Right Hegelians. The Right Hegelians were a group of 19th-century German intellectuals who interpreted the philosophical system of Georg Wilhelm Friedrich Hegel in a conservative manner, aligning it with the existing political and religious order of the Prussian state. Emerging in the 1830s following Hegel's death, they emphasized the rational and actual nature of established institutions, viewing them as the embodiment of the Absolute Spirit in historical development. This stood in direct opposition to the more radical, reformist interpretations of their contemporaries, leading to a significant schism within Hegelianism.

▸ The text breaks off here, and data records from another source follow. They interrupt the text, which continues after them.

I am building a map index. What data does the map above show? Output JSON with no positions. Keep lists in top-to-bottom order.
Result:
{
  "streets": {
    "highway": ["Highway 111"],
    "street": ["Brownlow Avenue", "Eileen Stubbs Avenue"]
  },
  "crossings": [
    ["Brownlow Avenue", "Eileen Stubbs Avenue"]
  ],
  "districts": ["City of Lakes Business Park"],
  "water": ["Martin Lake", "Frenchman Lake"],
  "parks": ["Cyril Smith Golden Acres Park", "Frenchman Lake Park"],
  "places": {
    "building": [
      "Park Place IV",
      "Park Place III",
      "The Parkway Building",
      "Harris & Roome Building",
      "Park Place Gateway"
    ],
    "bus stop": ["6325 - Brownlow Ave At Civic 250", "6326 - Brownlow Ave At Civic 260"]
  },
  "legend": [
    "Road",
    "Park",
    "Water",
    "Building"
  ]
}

Historical and philosophical context

The school formed in the immediate aftermath of Hegel's death in 1831, during a period of political reaction following the Carlsbad Decrees and the consolidation of power in the German Confederation under Austrian chancellor Klemens von Metternich. Philosophically, they drew upon Hegel's concepts of the rational actuality of the state and the culmination of history in the Protestant Kingdom of Prussia. Key texts like Hegel's Philosophy of Right and his lectures on the Philosophy of Religion were interpreted as providing a philosophical justification for the status quo. This period also saw intense debates within the University of Berlin and other institutions like the University of Halle over the correct interpretation of Hegel's dense and often ambiguous system.

Key figures and their ideas

Prominent members included Philipp Konrad Marheineke, who sought to reconcile Hegelian philosophy with orthodox Lutheranism in works like Die Grundlehren der christlichen Dogmatik. Karl Friedrich Göschel argued for the compatibility of Hegel's thought with traditional Christian doctrine. In political philosophy, Johann Eduard Erdmann and Hermann Friedrich Wilhelm Hinrichs were significant exponents. The jurist Julius Stahl developed a conservative political philosophy based on Hegelian concepts, which later influenced Otto von Bismarck. Perhaps the most influential was Friedrich Wilhelm Joseph Schelling, whose later Berlin lectures were seen as a philosophical bulwark against radicalism, though he was not strictly a Hegelian.

Political and religious views

Politically, they defended the constitutional monarchy of Frederick William IV of Prussia as the rational realization of freedom, opposing both liberal demands for popular representation and republican ideals. They saw the Prussian General State Laws and the existing social estates as embodying ethical life (Sittlichkeit). In religion, they were staunch defenders of Protestant Christian orthodoxy, viewing the Evangelical State Church of Prussia as the absolute form of religion. They engaged in polemics against David Friedrich Strauss and his mythic interpretation of the Life of Jesus in Das Leben Jesu, and later against Ludwig Feuerbach's anthropological critique in The Essence of Christianity.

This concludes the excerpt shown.